Optimizing Encrypted P2P Transfer: From 225 to 441 MB/s

Cipher caching, combined writes, push-based streaming, and the irreducible 48%

8 min read | KEIBIDROP Series

Six changes took encrypted gRPC from ~400 to 441 MB/s and FUSE end-to-end from ~225 to 231 MB/s. The encryption tax is 1.49x (33%), and the remaining 48% gap is FUSE kernel overhead that cannot be optimized away.

The Setup

KEIBIDROP transfers files between two peers over encrypted gRPC. The full stack looks like this:

Disk I/O -> FUSE kernel -> FUSE daemon -> gRPC framing -> ChaCha20-Poly1305 -> TCP -> Peer

To understand where time goes, we built micro-benchmarks for each layer and measured throughput with 1GB files on an Intel MacBook Pro.

Baseline Numbers

Layer Throughput Overhead
Raw disk (SSD) ~5 GB/s --
Raw gRPC (no encryption) 981 MB/s 5x vs disk
Encrypted gRPC (ChaCha20) 437 MB/s 2.2x vs raw gRPC
FUSE end-to-end 225 MB/s 1.9x vs encrypted gRPC

The encryption layer costs 2.2x. FUSE adds another 1.9x.

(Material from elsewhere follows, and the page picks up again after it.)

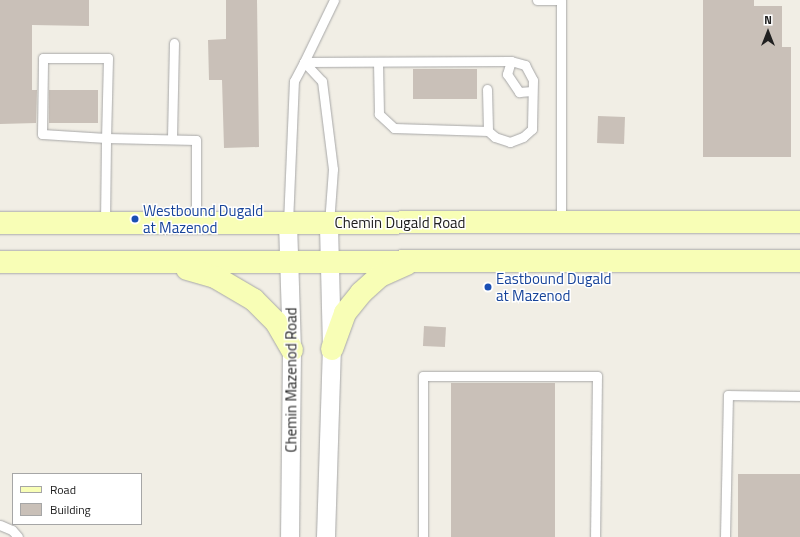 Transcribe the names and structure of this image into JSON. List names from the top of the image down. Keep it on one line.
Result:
{"streets":{"main road":["Chemin Dugald Road"],"street":["Chemin Mazenod Road"]},"crossings":[["Chemin Dugald Road","Chemin Mazenod Road"]],"places":["Westbound Dugald at Mazenod","Eastbound Dugald at Mazenod"],"legend":["Road","Building"],"north":"top"} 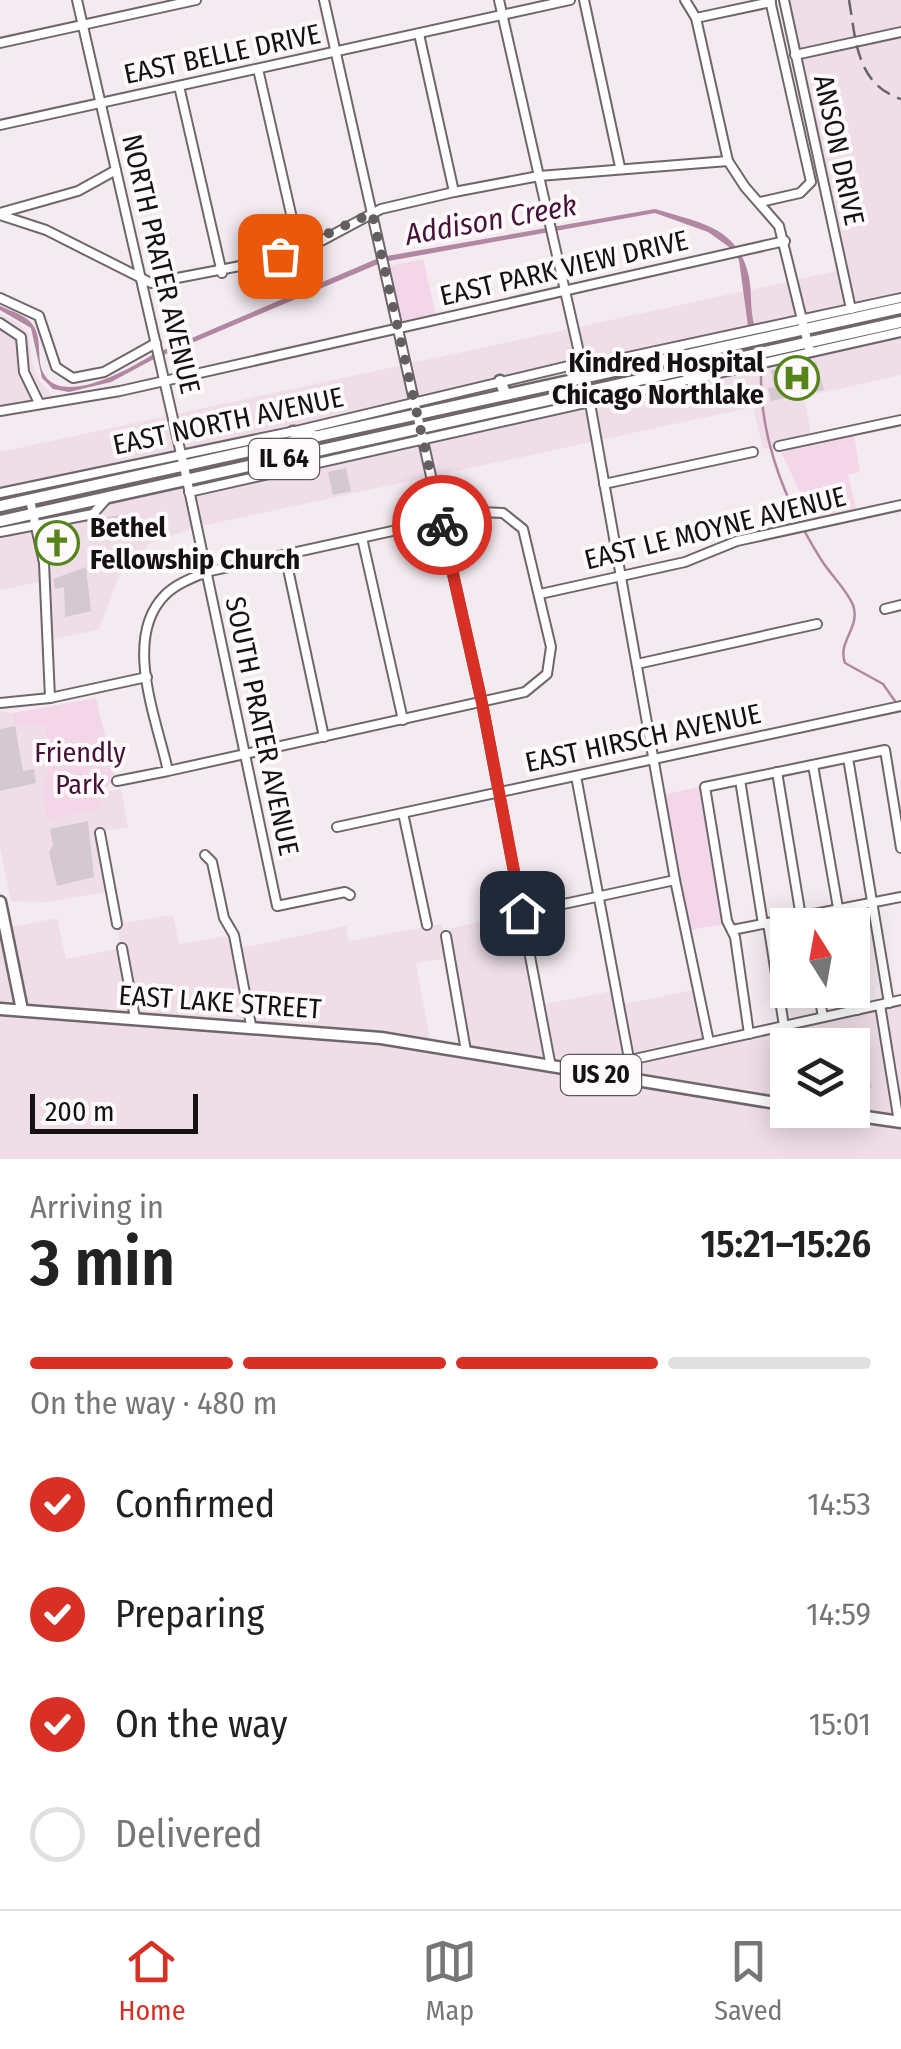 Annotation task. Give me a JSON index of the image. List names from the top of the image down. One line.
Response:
{"streets":{"main road":["EAST NORTH AVENUE","IL 64","EAST LAKE STREET","US 20"],"street":["EAST BELLE DRIVE","ANSON DRIVE","NORTH PRATER AVENUE","EAST PARK VIEW DRIVE","EAST LE MOYNE AVENUE","SOUTH PRATER AVENUE","EAST HIRSCH AVENUE"]},"crossings":[["EAST BELLE DRIVE","NORTH PRATER AVENUE"],["ANSON DRIVE","EAST NORTH AVENUE"],["NORTH PRATER AVENUE","EAST PARK VIEW DRIVE"],["NORTH PRATER AVENUE","EAST NORTH AVENUE"],["NORTH PRATER AVENUE","SOUTH PRATER AVENUE"],["EAST NORTH AVENUE","SOUTH PRATER AVENUE"],["EAST LAKE STREET","US 20"]],"water":["Addison Creek"],"parks":["Friendly Park"],"places":{"hospital":["Kindred Hospital Chicago Northlake"],"church":["Bethel Fellowship Church"]},"scale_bar":"200 m","north":"top","page":{"scale":"200 m","heading":["3 min","Arriving in","15:21–15:26"],"bar":"On the way · 480 m","list":[["Confirmed","14:53"],["Preparing","14:59"],["On the way","15:01"],"Delivered"],"tabs":["Home","Map","Saved"]}}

Optimization 1: Cache the AEAD Cipher

Our SecureConn wraps every TCP connection with ChaCha20-Poly1305 encryption. The original code created a new AEAD cipher for every single message:

// Before: creating cipher per-message
func (s *SecureWriter) Write(p []byte) (int, error) {
    aead, _ := chacha20poly1305.NewX(s.key)  // expensive!
    nonce := s.nextNonce()
    ciphertext := aead.Seal(nil, nonce, p, nil)
    // ...
}

The fix is obvious -- cache the cipher:

// After: cipher created once in constructor
type SecureWriter struct {
    aead cipher.AEAD  // created once
    // ...
}

func NewSecureWriter(w io.Writer, key []byte) (*SecureWriter, error) {
    aead, err := chacha20poly1305.NewX(key)
    // ...
    return &SecureWriter{aead: aead, ...}, nil
}

This is safe because the nonce is a monotonic counter -- each message gets a unique nonce even with a cached cipher. During rekey, a new SecureWriter is created with the new key and a fresh cipher instance.

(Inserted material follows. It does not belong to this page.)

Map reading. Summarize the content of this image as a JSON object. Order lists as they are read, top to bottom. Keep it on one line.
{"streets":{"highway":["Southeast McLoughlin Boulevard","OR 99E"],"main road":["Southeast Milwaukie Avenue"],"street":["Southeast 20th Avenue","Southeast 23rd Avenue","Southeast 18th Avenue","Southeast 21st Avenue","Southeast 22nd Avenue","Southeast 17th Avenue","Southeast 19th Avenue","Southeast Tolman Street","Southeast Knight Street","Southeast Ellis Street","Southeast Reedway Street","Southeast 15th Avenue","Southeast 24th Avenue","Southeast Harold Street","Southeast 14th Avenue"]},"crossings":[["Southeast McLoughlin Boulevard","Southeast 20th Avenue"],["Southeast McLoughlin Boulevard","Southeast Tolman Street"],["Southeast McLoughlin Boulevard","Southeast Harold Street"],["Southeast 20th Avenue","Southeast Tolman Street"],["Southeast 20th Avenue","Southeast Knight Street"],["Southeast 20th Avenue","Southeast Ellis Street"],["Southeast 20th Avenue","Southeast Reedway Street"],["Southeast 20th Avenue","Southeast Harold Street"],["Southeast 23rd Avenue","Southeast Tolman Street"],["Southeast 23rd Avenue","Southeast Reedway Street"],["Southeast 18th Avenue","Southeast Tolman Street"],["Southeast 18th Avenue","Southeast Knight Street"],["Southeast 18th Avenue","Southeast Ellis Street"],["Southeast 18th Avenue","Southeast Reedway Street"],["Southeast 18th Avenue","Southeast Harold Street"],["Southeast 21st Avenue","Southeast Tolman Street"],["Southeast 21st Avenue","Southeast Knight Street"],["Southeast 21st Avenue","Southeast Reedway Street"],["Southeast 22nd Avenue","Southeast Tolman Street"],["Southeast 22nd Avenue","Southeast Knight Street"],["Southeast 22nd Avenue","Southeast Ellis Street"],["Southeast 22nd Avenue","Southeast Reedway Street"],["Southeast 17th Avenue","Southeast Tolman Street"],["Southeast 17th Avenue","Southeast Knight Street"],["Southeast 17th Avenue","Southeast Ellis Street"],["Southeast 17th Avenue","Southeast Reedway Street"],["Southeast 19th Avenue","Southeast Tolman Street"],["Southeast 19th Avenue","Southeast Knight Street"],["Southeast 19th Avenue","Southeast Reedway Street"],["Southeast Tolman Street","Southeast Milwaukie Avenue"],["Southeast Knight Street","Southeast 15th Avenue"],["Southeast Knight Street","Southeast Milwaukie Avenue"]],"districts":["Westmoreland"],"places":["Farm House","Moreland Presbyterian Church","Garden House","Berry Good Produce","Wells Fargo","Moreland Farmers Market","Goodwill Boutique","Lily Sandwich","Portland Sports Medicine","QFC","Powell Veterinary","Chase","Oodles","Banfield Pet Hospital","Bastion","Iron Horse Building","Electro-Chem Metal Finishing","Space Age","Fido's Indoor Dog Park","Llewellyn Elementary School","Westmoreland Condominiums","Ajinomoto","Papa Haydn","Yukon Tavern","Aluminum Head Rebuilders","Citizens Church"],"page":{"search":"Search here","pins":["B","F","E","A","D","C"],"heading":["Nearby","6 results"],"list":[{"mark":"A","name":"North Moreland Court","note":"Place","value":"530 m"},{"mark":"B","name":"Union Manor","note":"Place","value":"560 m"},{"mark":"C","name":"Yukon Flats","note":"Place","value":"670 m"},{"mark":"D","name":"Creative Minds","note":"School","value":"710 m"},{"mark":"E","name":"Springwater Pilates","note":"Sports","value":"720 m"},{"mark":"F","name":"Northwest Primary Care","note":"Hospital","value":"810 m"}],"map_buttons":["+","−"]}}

Optimization 2: Single Combined TCP Write

The original code made two separate TCP writes per message -- one for the length header, one for the encrypted payload:

// Before: two syscalls per message
binary.Write(s.w, binary.BigEndian, uint32(len(ciphertext)+nonceSize))
s.w.Write(append(nonce, ciphertext...))

We combined everything into a single write:

// After: one allocation, one syscall
buf := make([]byte, lengthHeaderSize+nonceSize+len(ciphertext))
binary.BigEndian.PutUint32(buf[:4], uint32(nonceSize+len(ciphertext)))
copy(buf[4:], nonce)
copy(buf[4+nonceSize:], ciphertext)
s.w.Write(buf)

One syscall instead of two. At 512KB gRPC chunks, this cuts the number of write() syscalls in half.

Optimization 3: In-Place Decryption

The reader was allocating a new buffer for every decryption:

// Before: allocates new buffer
plaintext, err := aead.Open(nil, nonce, ciphertext, nil)

ChaCha20-Poly1305 supports in-place decryption -- the plaintext can overwrite the ciphertext buffer:

// After: reuses existing buffer
plaintext, err := s.aead.Open(ciphertext[:0], nonce, ciphertext, nil)

This eliminates one allocation per message. For a 1GB transfer with 512KB chunks, that's ~2000 fewer allocations.

Optimization 4: Async Cache Writes in FUSE Read

When a FUSE Read fetches data from the remote peer, it needs to:

  1. Return the data to the kernel (FUSE response)
  2. Write the data to the local cache file
  3. Update the chunk bitmap

The original code did all three synchronously. But FUSE only needs step 1 to complete -- the cache write can happen in the background:

// Copy data into FUSE buffer (this is what the kernel needs)
n := copy(buff, data)

// Cache write happens async -- FUSE returns immediately
if cacheFD != nil {
    f.CacheWg.Add(1)
    go func() {
        defer f.CacheWg.Done()
        cacheFD.WriteAt(cacheData, cacheOffset)
        bitmap.SetRange(cacheOffset, len(cacheData))
    }()
}
return n

The CacheWg (WaitGroup) ensures all writes complete before Release() closes the file. This dropped cache write overhead from 16% to 1.8%.

Optimization 5: Push-Based StreamFile RPC

Our original file streaming used a request-response pattern: the client requests each chunk, the server sends it back. For sequential prefetch, this means one round-trip per chunk.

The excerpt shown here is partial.